▶ [Dataset extract]
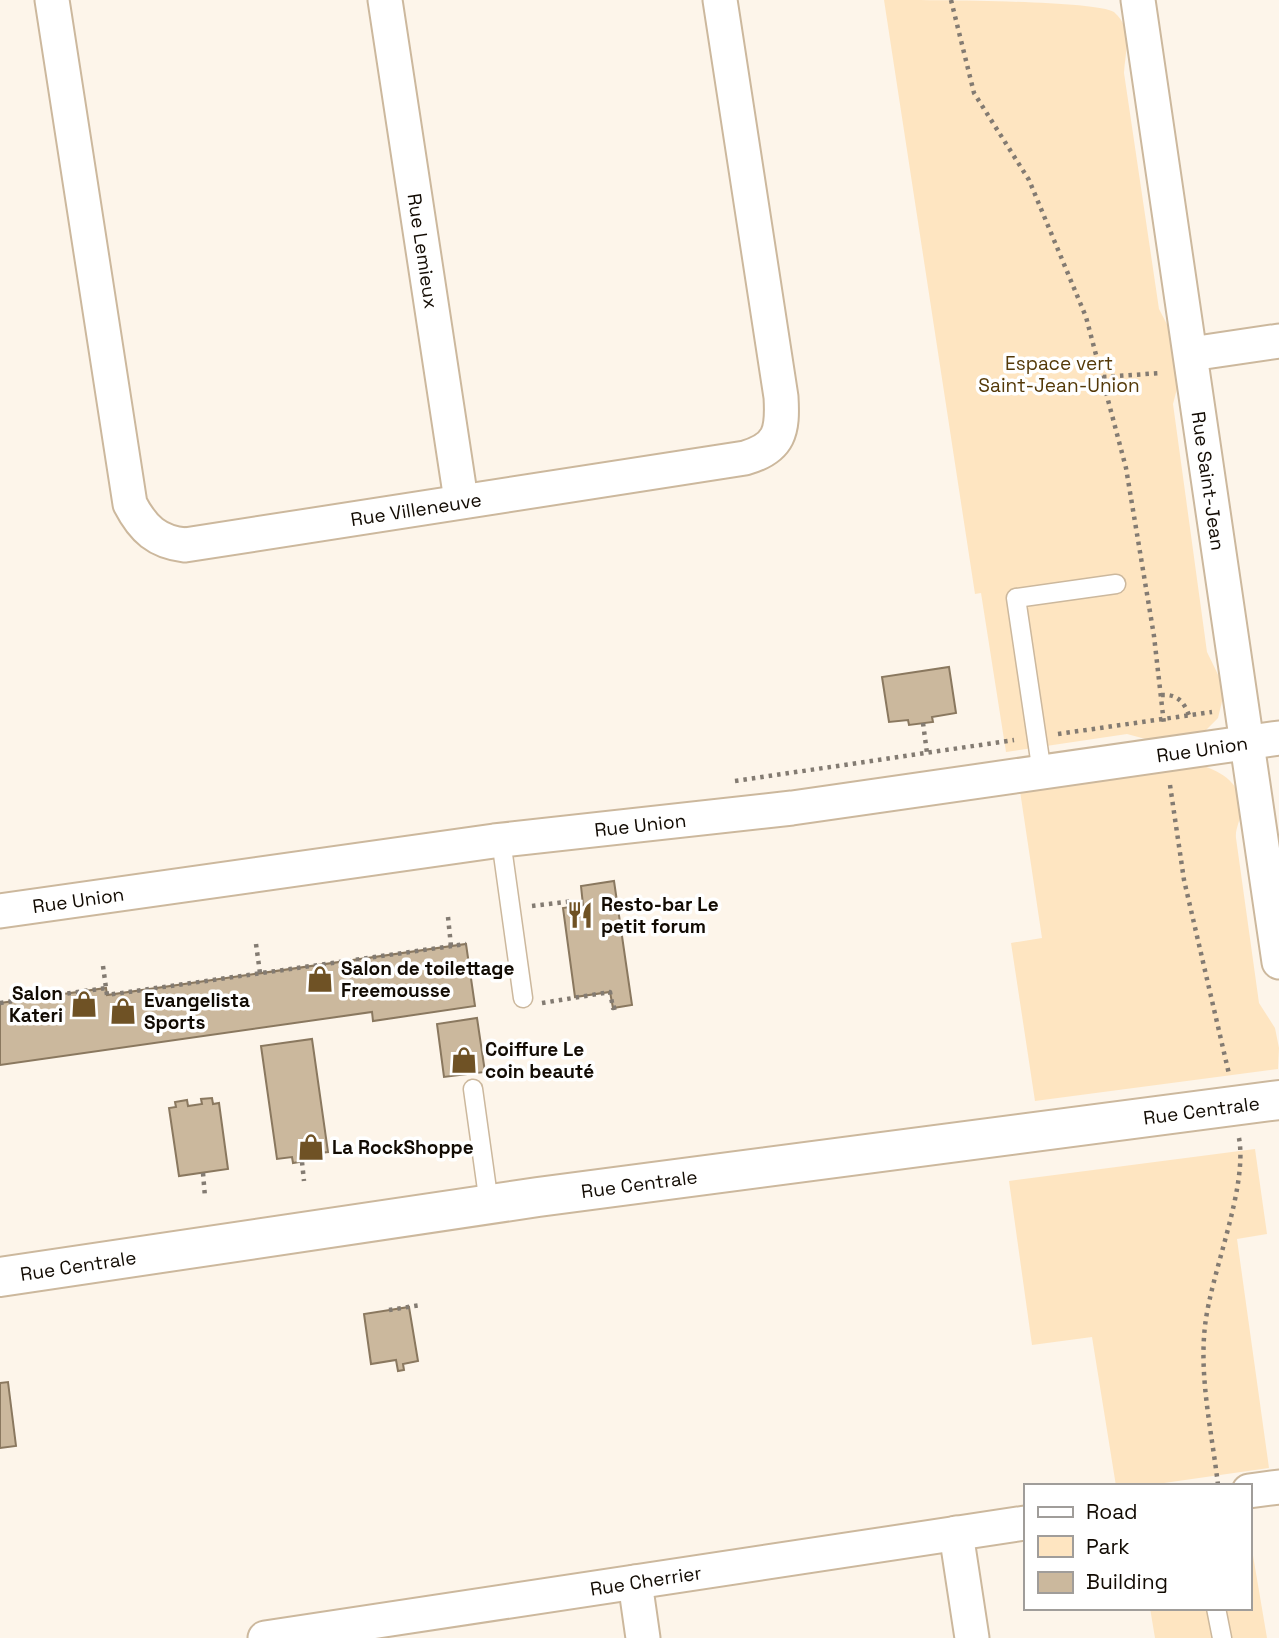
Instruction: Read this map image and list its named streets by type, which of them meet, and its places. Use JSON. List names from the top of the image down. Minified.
{"streets":{"street":["Rue Lemieux","Rue Saint-Jean","Rue Villeneuve","Rue Union","Rue Centrale","Rue Cherrier"]},"crossings":[["Rue Lemieux","Rue Villeneuve"],["Rue Saint-Jean","Rue Union"]],"parks":["Espace vert Saint-Jean-Union"],"places":{"restaurant":["Resto-bar Le petit forum"],"shop":["Salon de toilettage Freemousse","Salon Kateri","Evangelista Sports","Coiffure Le coin beauté","La RockShoppe"]},"legend":["Road","Park","Building"]}
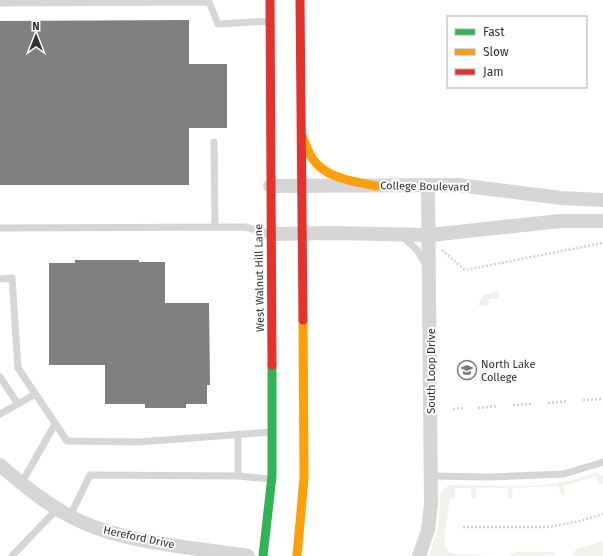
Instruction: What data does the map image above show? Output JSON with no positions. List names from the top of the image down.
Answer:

▶ [Instructions for the task] Your copy must repeat the data word for word and show none of its images.

▶ [Result]
Instruction: Read this map image and list its named streets by type, which of them meet, and its places. Use JSON. List names from the top of the image down. Minified.
{"streets":{"street":["Rue Lemieux","Rue Saint-Jean","Rue Villeneuve","Rue Union","Rue Centrale","Rue Cherrier"]},"crossings":[["Rue Lemieux","Rue Villeneuve"],["Rue Saint-Jean","Rue Union"]],"parks":["Espace vert Saint-Jean-Union"],"places":{"restaurant":["Resto-bar Le petit forum"],"shop":["Salon de toilettage Freemousse","Salon Kateri","Evangelista Sports","Coiffure Le coin beauté","La RockShoppe"]},"legend":["Road","Park","Building"]}
Instruction: What data does the map image above show? Output JSON with no positions. List names from the top of the image down.
Answer:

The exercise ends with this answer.